[Records from a dataset]

^^^^^^^^

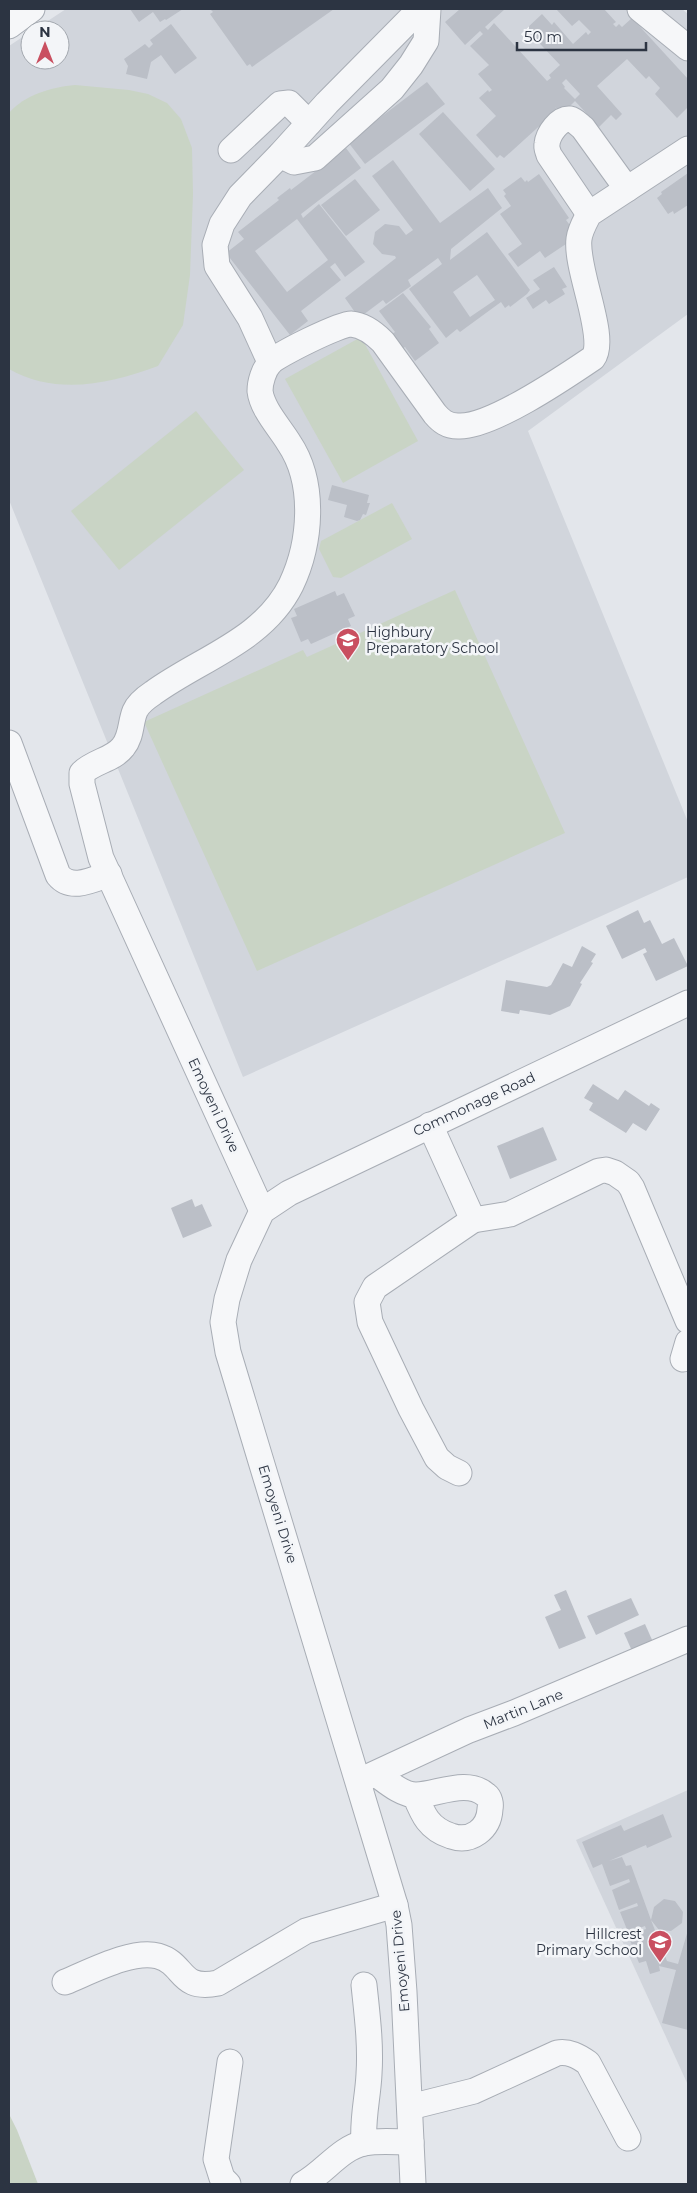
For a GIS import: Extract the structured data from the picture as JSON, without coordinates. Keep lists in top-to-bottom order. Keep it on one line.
{"streets":{"street":["Commonage Road","Emoyeni Drive","Martin Lane"]},"crossings":[["Commonage Road","Emoyeni Drive"],["Emoyeni Drive","Martin Lane"]],"places":{"school or university":["Highbury Preparatory School","Hillcrest Primary School"]},"scale_bar":"50 m","north":"top"}
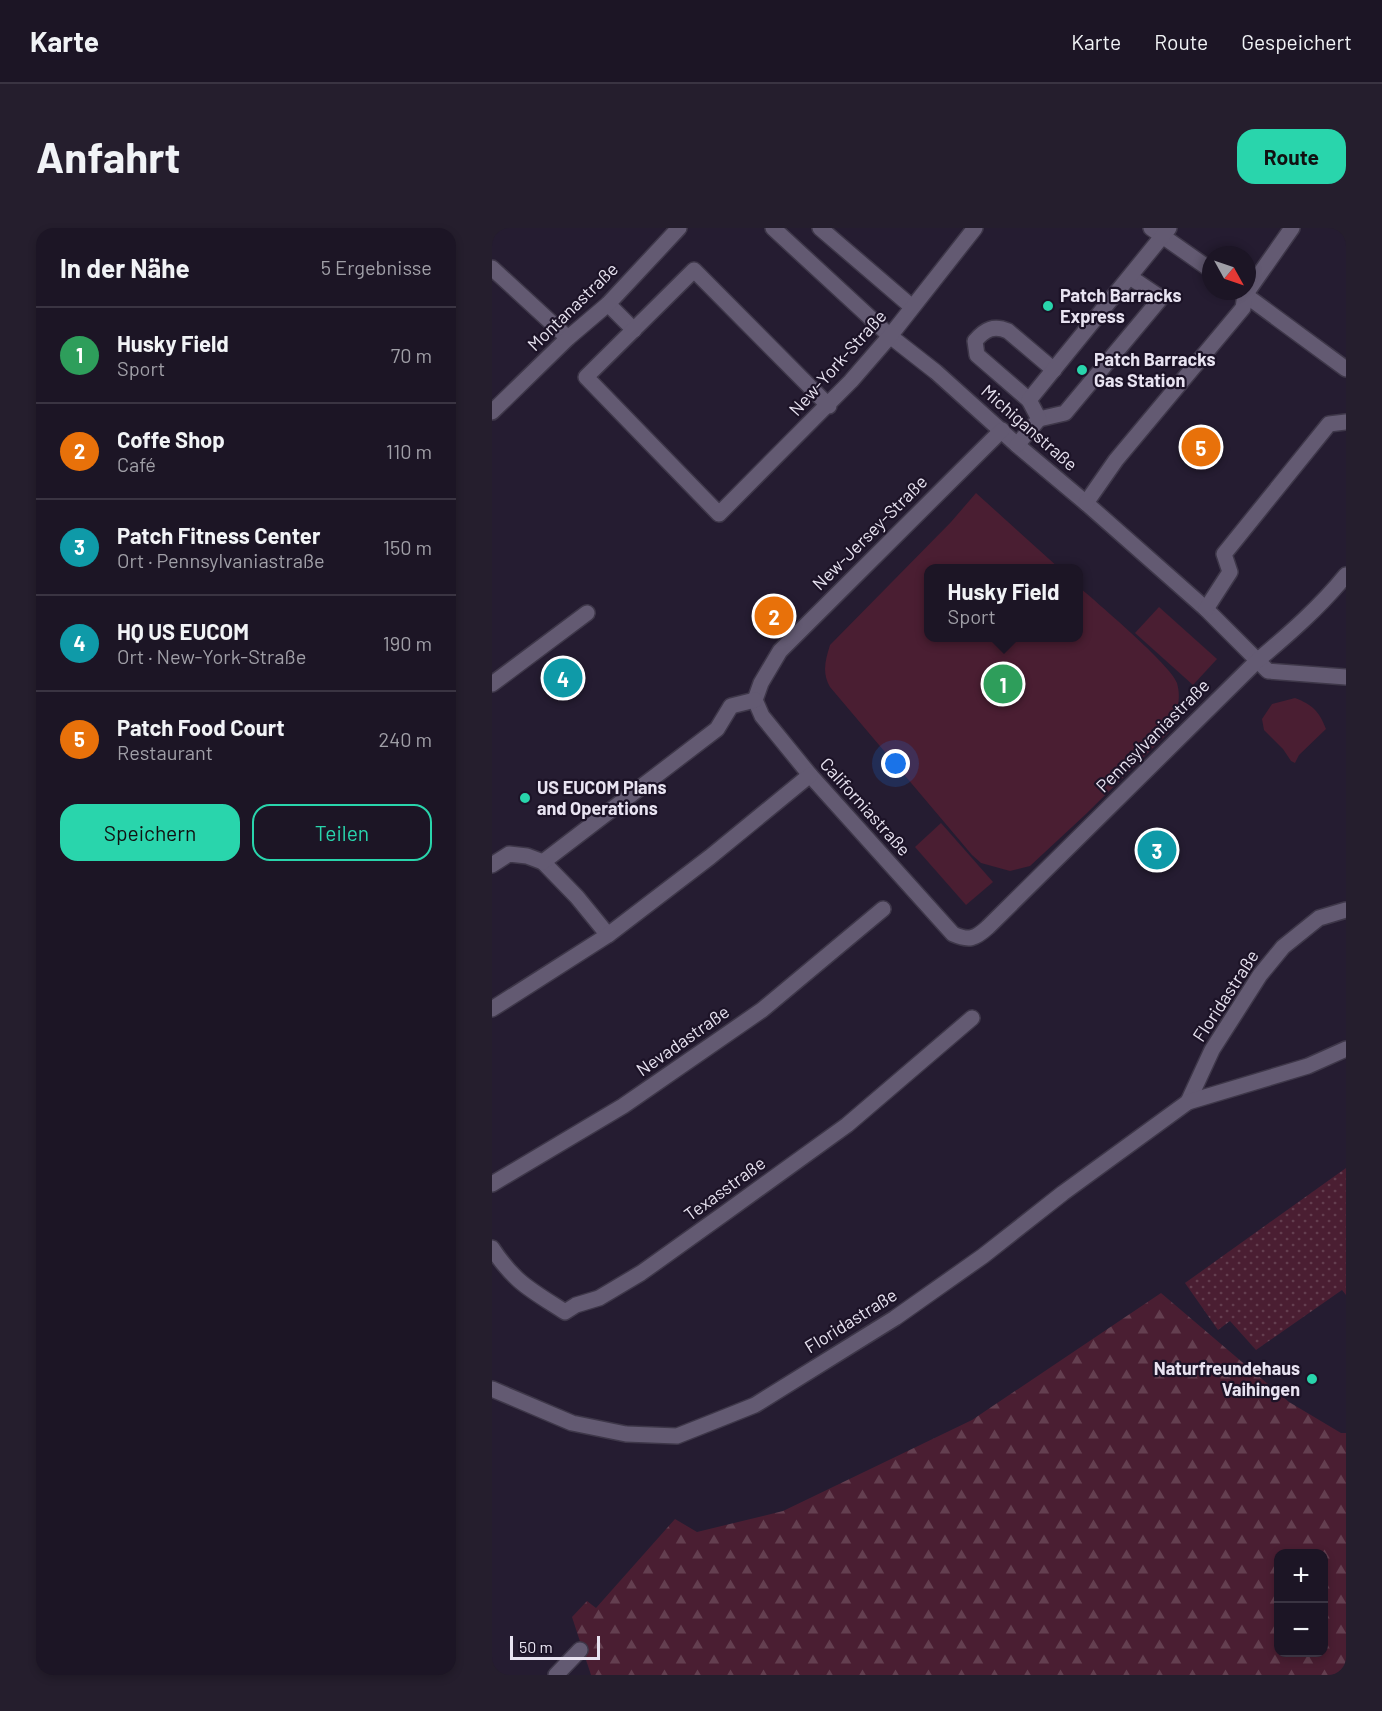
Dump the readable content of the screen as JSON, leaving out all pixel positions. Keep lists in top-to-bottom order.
{
  "streets": {
    "street": [
      "Montanastraße",
      "New-York-Straße",
      "Michiganstraße",
      "New-Jersey-Straße",
      "Pennsylvaniastraße",
      "Californiastraße",
      "Floridastraße",
      "Nevadastraße",
      "Texasstraße"
    ]
  },
  "crossings": [
    ["New-York-Straße", "Michiganstraße"],
    ["Michiganstraße", "New-Jersey-Straße"],
    ["Michiganstraße", "Pennsylvaniastraße"],
    ["New-Jersey-Straße", "Californiastraße"],
    ["Pennsylvaniastraße", "Californiastraße"]
  ],
  "places": [
    "Patch Barracks Express",
    "Patch Barracks Gas Station",
    "US EUCOM Plans and Operations",
    "Naturfreundehaus Vaihingen"
  ],
  "scale_bar": "50 m",
  "north": "bottom right",
  "page": {
    "header": "Karte",
    "nav": ["Karte", "Route", "Gespeichert"],
    "buttons": [
      "Route",
      ["Speichern", "Teilen"]
    ],
    "title": "Anfahrt",
    "heading": ["In der Nähe", "5 Ergebnisse"],
    "list": [
      {
        "mark": "1",
        "name": "Husky Field",
        "note": "Sport",
        "value": "70 m"
      },
      {
        "mark": "2",
        "name": "Coffe Shop",
        "note": "Café",
        "value": "110 m"
      },
      {
        "mark": "3",
        "name": "Patch Fitness Center",
        "note": "Ort · Pennsylvaniastraße",
        "value": "150 m"
      },
      {
        "mark": "4",
        "name": "HQ US EUCOM",
        "note": "Ort · New-York-Straße",
        "value": "190 m"
      },
      {
        "mark": "5",
        "name": "Patch Food Court",
        "note": "Restaurant",
        "value": "240 m"
      }
    ],
    "pins": [
      "5",
      "2",
      "4",
      "1",
      "3"
    ],
    "popup": ["Husky Field", "Sport"],
    "map_buttons": ["+", "−"],
    "scale": "50 m"
  }
}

^^^^^^^^

Aim of the task. Retype all entries above verbatim; no pictures belong in the copy.

Exercise answer.
For a GIS import: Extract the structured data from the picture as JSON, without coordinates. Keep lists in top-to-bottom order. Keep it on one line.
{"streets":{"street":["Commonage Road","Emoyeni Drive","Martin Lane"]},"crossings":[["Commonage Road","Emoyeni Drive"],["Emoyeni Drive","Martin Lane"]],"places":{"school or university":["Highbury Preparatory School","Hillcrest Primary School"]},"scale_bar":"50 m","north":"top"}
Dump the readable content of the screen as JSON, leaving out all pixel positions. Keep lists in top-to-bottom order.
{
  "streets": {
    "street": [
      "Montanastraße",
      "New-York-Straße",
      "Michiganstraße",
      "New-Jersey-Straße",
      "Pennsylvaniastraße",
      "Californiastraße",
      "Floridastraße",
      "Nevadastraße",
      "Texasstraße"
    ]
  },
  "crossings": [
    ["New-York-Straße", "Michiganstraße"],
    ["Michiganstraße", "New-Jersey-Straße"],
    ["Michiganstraße", "Pennsylvaniastraße"],
    ["New-Jersey-Straße", "Californiastraße"],
    ["Pennsylvaniastraße", "Californiastraße"]
  ],
  "places": [
    "Patch Barracks Express",
    "Patch Barracks Gas Station",
    "US EUCOM Plans and Operations",
    "Naturfreundehaus Vaihingen"
  ],
  "scale_bar": "50 m",
  "north": "bottom right",
  "page": {
    "header": "Karte",
    "nav": ["Karte", "Route", "Gespeichert"],
    "buttons": [
      "Route",
      ["Speichern", "Teilen"]
    ],
    "title": "Anfahrt",
    "heading": ["In der Nähe", "5 Ergebnisse"],
    "list": [
      {
        "mark": "1",
        "name": "Husky Field",
        "note": "Sport",
        "value": "70 m"
      },
      {
        "mark": "2",
        "name": "Coffe Shop",
        "note": "Café",
        "value": "110 m"
      },
      {
        "mark": "3",
        "name": "Patch Fitness Center",
        "note": "Ort · Pennsylvaniastraße",
        "value": "150 m"
      },
      {
        "mark": "4",
        "name": "HQ US EUCOM",
        "note": "Ort · New-York-Straße",
        "value": "190 m"
      },
      {
        "mark": "5",
        "name": "Patch Food Court",
        "note": "Restaurant",
        "value": "240 m"
      }
    ],
    "pins": [
      "5",
      "2",
      "4",
      "1",
      "3"
    ],
    "popup": ["Husky Field", "Sport"],
    "map_buttons": ["+", "−"],
    "scale": "50 m"
  }
}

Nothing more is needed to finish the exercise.